Interest, if any, is calculated and credited each
24 months on the funds in a segment. Interest is
locked in every 24 months within a segment and protected
from potential future downturns in the index. Excess
dollars directed to a new indexed strategy will result
in a newly created indexed segment with a new starting
point, participation rate, and cap, if applicable.

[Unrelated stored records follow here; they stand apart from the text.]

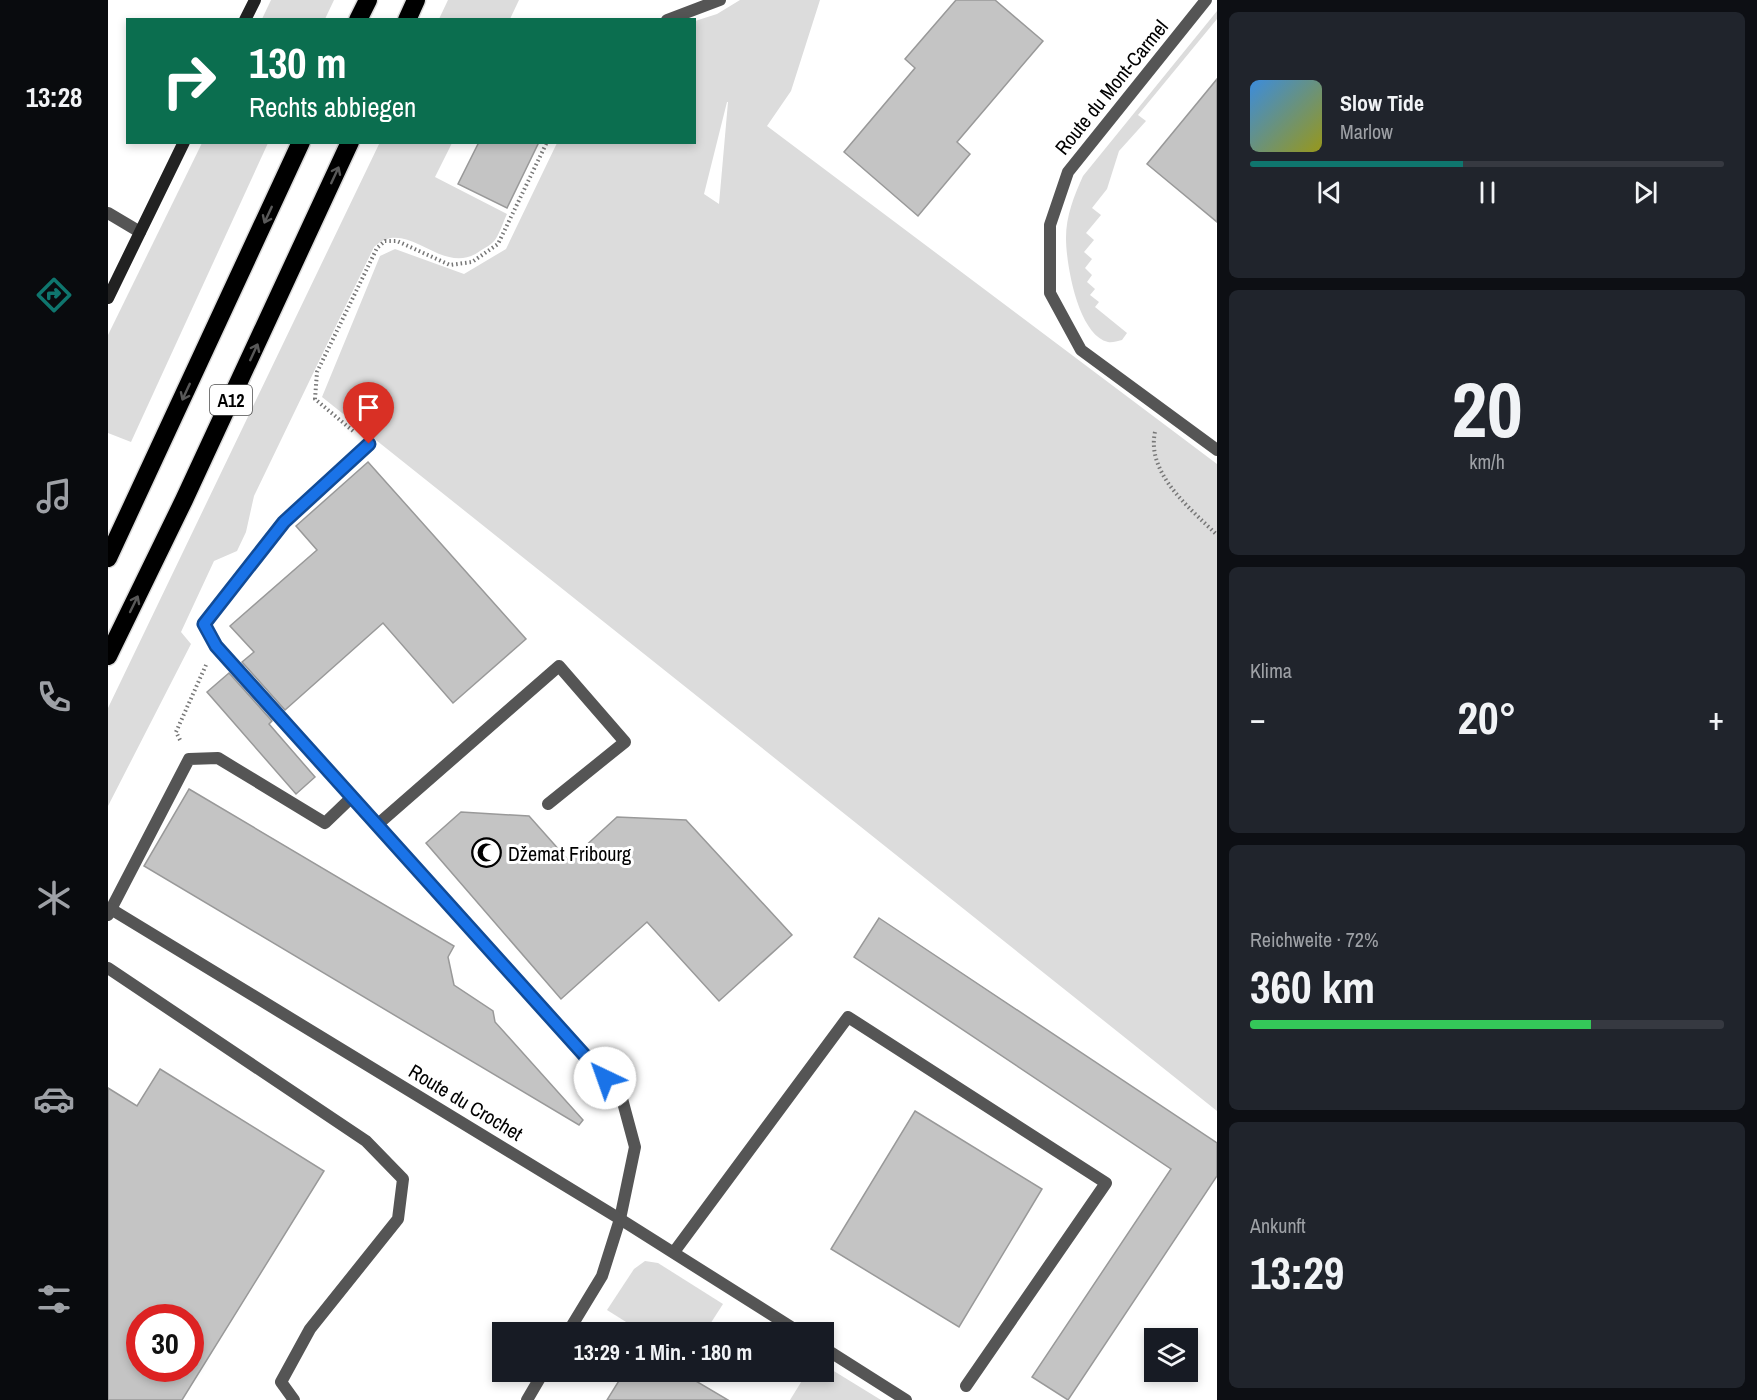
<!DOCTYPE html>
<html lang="de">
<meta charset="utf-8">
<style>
body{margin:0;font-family:"Archivo Narrow",sans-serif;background:#20242c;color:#f1f3f6;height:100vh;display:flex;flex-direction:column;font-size:22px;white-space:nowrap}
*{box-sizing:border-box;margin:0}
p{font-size:20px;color:#9ea1a6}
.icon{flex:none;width:33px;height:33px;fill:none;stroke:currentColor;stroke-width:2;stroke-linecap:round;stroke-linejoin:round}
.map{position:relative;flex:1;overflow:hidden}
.drawer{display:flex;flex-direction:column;gap:12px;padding:12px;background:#0d0f14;width:540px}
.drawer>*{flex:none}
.hud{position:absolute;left:18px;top:18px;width:570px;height:126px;border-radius:0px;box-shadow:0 3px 9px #0003;background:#0b6e4f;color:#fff;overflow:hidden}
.tools{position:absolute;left:1036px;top:1328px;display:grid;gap:12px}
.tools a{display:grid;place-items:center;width:54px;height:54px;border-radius:0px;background:#171b24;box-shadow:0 3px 9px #0003;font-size:30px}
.speed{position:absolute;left:18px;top:1304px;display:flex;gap:12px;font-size:30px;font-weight:700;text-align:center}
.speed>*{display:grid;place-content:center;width:78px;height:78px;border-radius:50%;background:#171b24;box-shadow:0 3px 9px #0003;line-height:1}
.speed .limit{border:9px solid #d22;background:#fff;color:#111}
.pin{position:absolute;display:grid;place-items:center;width:51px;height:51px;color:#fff;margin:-62px -26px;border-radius:50% 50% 50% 0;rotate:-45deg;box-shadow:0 0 6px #0007}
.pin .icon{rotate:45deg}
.me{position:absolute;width:66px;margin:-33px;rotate:318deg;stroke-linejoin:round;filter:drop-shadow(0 0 4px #0008)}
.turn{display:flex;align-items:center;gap:21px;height:126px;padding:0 24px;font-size:27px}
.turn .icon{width:78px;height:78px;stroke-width:2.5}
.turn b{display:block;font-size:42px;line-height:51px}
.big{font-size:45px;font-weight:700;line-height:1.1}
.drawer .tile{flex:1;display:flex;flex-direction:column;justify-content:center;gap:9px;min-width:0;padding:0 21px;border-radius:9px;background:#20242c}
.drawer .dial{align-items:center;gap:0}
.dial b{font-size:78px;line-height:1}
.song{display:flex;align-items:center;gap:18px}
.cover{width:72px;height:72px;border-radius:9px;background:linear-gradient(135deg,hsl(210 70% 55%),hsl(60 70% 35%))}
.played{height:6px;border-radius:3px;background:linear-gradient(90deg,#0f766e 45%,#363941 45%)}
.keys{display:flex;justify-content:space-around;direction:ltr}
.heat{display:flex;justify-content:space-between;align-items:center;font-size:33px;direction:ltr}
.charge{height:9px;border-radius:4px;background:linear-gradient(90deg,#34c759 72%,#363941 0)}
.trip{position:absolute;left:384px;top:1322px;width:342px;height:60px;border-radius:0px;background:#171b24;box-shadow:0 3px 9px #0003;font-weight:700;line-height:60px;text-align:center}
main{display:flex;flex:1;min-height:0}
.tab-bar{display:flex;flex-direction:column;width:108px;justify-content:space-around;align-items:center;background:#090b0e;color:#9ea1a6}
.tab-bar .icon{width:42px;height:42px}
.tab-bar .selected{color:#0f766e}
.tab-bar b{font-size:27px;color:#f1f3f6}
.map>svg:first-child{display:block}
.green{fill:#dcdcdc;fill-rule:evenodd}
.building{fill:#c4c4c4;stroke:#999;stroke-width:1.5;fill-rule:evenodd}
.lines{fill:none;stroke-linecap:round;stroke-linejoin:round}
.highway-casing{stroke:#dbdbdb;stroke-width:21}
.path{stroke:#777;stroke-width:4;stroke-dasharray:1.5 3;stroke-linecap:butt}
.lane{stroke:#555;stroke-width:12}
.street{stroke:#555;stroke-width:12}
.secondary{stroke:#222;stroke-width:12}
.highway{stroke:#000;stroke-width:18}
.oneway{stroke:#595959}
.route-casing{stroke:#114b97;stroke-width:15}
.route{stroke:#1a73e8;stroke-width:10}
.labels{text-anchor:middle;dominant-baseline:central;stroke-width:6;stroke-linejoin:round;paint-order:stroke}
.shield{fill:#fff;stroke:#4c4c4c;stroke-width:1.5}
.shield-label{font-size:18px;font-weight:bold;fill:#000}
.street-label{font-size:20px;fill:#000;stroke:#fff}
.poi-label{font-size:20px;fill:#000;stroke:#fff;text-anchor:start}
</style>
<main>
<nav class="tab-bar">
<b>13:28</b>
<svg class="icon selected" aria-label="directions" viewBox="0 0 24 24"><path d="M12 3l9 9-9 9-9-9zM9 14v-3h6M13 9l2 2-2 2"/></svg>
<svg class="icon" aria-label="music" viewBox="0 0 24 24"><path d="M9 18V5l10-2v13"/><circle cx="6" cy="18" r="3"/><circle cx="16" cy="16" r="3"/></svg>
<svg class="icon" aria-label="phone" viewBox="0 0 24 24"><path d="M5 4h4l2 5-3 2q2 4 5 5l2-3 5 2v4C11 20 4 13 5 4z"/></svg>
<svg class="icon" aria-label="climate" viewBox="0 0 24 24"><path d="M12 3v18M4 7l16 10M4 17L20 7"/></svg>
<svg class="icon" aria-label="car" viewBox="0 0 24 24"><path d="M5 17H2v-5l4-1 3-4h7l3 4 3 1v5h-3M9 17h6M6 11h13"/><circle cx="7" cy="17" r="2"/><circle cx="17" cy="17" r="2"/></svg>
<svg class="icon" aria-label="filters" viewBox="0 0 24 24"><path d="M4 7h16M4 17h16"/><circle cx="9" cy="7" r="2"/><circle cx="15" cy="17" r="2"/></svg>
</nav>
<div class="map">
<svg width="1109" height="1400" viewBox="0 0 1109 1400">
<rect width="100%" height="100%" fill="#fff"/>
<g class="green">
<polygon points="163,0 226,0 217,19 154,19"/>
<polygon points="340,0 411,0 402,19 331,19"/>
<path d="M632,0H712L683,91L659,126L1109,464V1111L214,397L272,256L287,249L356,274L398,249L449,143L586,142L587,21L609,14ZM619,102H620L611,204L596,194Z"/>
<path d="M1109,11V19L1030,115L1038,121L1011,151L999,189L984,208L993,215L978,233L986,240L976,252L984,259L977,268L984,275L979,282L987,289L982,295L991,302L987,307L1019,333L1014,340C1009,341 1004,343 1000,342C970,335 958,264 958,238C958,216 966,196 975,176Z"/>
<path d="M272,142L344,143L327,177L399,214C395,222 392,233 387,240C384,244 377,248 372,251C334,279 299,215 266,247L146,496L138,532L129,551L106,561L73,632L83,644L0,806V708Z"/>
<polygon points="94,143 160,143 23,442 0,433 0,335"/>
<polygon points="537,1261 550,1263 615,1304 597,1332 534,1332 499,1310 526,1269"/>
<polygon points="716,1365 773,1400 682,1400 700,1371 716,1371"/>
</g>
<g class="building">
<polygon points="848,0 887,0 935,41 849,142 862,154 810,216 736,152 807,68 797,59"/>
<polygon points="1109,79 1109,222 1039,164"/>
<polygon points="371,142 431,142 399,208 350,184"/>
<polygon points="260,462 418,639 345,703 275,623 177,710 134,662 146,652 122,626 209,550 188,526"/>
<polygon points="121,673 164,721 161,724 207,777 188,794 99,692"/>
<polygon points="81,789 346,946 340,957 346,985 385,1011 387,1022 475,1120 471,1125 36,866"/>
<polygon points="353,812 421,816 461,861 509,817 578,820 684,935 611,1001 539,922 453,999 318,843"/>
<polygon points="771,918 1109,1143 1109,1176 960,1400 924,1377 1063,1169 746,957"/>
<path d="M52,1069L216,1171L74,1400H0V1088L29,1106ZM32,1317H82V1368H32Z"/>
<polygon points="807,1111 934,1189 851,1327 723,1249"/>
<polygon points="517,1371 571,1371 620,1400 499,1400"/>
</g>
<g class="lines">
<defs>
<g id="highway">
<polyline points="250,20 260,0"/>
<polyline points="299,20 308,0"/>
<polyline points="0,558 193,142"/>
<polyline points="0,656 76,500 242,142"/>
</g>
</defs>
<use href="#highway" class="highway-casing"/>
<g class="path">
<polyline points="245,431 207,399 209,372 269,248 277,241 289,241 342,265 364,262 390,244 439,142"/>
<path d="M1047,432C1038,474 1083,509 1109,535"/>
<polyline points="72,740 68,732 98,665"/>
</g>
<g class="lane">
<polyline points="108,646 96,624 175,522 261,445"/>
<polyline points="269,825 451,666 517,742 440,804"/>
<polyline points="0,915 81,759 110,758 217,823 243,798"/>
<polyline points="0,968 258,1141 295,1179 290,1219 202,1329 173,1382 186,1400"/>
<polyline points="566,1252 740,1017 998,1183 858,1386"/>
<polyline points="460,1332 494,1276 512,1219"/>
<polyline points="419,1400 436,1371"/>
</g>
<g class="street">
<polyline points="1098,0 960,172 942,225 942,293 973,350 1109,450"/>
<polyline points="559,20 612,0"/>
<polyline points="0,213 32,232"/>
<polyline points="108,646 513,1095 527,1147 512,1219"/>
<polyline points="3,909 512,1219 691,1332"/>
<polyline points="716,1348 798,1400"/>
</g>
<g class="secondary">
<polyline points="137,20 147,0"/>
<polyline points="0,298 76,142"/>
</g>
<use href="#highway" class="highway"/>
</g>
<defs><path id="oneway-shaft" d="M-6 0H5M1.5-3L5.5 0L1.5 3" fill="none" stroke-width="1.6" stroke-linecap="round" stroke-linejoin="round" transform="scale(1.5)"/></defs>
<g class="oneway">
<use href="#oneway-shaft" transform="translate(227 175) rotate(-65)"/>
<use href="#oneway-shaft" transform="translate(160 215) rotate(115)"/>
<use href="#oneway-shaft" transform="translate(146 352) rotate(-65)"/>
<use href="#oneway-shaft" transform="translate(78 392) rotate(115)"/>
<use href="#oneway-shaft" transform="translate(26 604) rotate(-64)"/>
</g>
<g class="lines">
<defs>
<polyline id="route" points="261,444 176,522 96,624 108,646 497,1078"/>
</defs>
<use href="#route" class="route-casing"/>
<use href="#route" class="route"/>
</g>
<defs>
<symbol id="mosque-ring" viewBox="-11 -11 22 22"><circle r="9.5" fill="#fff" stroke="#000" stroke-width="1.5"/><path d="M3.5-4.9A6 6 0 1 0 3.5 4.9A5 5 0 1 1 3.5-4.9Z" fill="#000"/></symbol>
</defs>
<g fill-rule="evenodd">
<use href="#mosque-ring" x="362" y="836" width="33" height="33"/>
</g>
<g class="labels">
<rect class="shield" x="102" y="385" width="42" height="30" rx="4.5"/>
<g class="shield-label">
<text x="123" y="400">A12</text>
</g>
<g class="street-label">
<text transform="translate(1003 87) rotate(-51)">Route du Mont-Carmel</text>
<text transform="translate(358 1102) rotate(31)">Route du Crochet</text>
</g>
<g class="poi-label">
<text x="400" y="853">Džemat Fribourg</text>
</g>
</g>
</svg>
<div class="tools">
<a><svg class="icon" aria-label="layers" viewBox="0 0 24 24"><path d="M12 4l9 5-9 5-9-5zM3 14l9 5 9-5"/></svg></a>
</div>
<div class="speed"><div class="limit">30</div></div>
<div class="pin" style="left:261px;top:444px;background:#d93025"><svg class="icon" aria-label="arrive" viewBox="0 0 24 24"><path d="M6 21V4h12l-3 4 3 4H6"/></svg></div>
<svg class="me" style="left:497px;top:1078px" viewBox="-20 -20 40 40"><circle r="19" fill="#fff"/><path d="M0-13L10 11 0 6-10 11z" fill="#1a73e8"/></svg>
<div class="trip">13:29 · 1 Min. · 180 m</div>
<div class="hud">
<div class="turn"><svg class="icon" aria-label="right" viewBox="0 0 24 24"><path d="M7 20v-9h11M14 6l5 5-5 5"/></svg><div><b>130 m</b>Rechts abbiegen</div></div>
</div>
</div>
<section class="drawer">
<div class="tile">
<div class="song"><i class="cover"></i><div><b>Slow Tide</b><p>Marlow</p></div></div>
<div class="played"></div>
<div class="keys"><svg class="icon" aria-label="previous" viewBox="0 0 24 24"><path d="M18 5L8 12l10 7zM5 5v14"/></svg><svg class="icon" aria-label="pause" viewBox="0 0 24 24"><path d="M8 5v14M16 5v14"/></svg><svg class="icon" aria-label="next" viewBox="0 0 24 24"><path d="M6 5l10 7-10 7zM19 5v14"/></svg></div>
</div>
<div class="tile dial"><b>20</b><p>km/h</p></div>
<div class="tile"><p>Klima</p>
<div class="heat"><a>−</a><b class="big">20°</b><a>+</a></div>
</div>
<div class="tile"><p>Reichweite · 72%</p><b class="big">360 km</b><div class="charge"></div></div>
<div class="tile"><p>Ankunft</p><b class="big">13:29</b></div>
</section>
</main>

Over time, you will generally have a number of distinct
indexed segments within the policy.
Resetting the Index Measurement
One of the advantages of the indexed crediting methodology
is that the index is reset at regular intervals for
the purpose of measuring the movement in the index.
In the case of the One-Year Monthly Cap Strategy,
the index is reset at the beginning of every month
during the interest crediting period. For all other
indexed strategies, the index is reset at the beginning
of each interest crediting period. This means that
if the index declines over an interest crediting
period, you do not have to wait for the index to
return to its previous level before you start participating
in any subsequent index increases.
Aviva offers several indexed interest crediting strategies:
- One-Year Point-to-Point
- One-Year Monthly Average
- One-Year Monthly Cap
- One-Year Multi Index
- Two-Year Point-to-Point
With the exception of the Two-Year Point-to-Point, each of the strategies listed above has a five-year segment term. The measurement of the index(es) is noted periodically, according to strategy specifications, and any increases are locked in annually and any decreases are ignored. At the end of the five-year segment term, the strategy value will be increased, if needed, per the interest rate guarantee outlined below. The Two-Year Point-to-Point has a six-year segment term. The measurement of the index is noted every other segment year and the interest rate guarantee is applied at the end of the six-year period.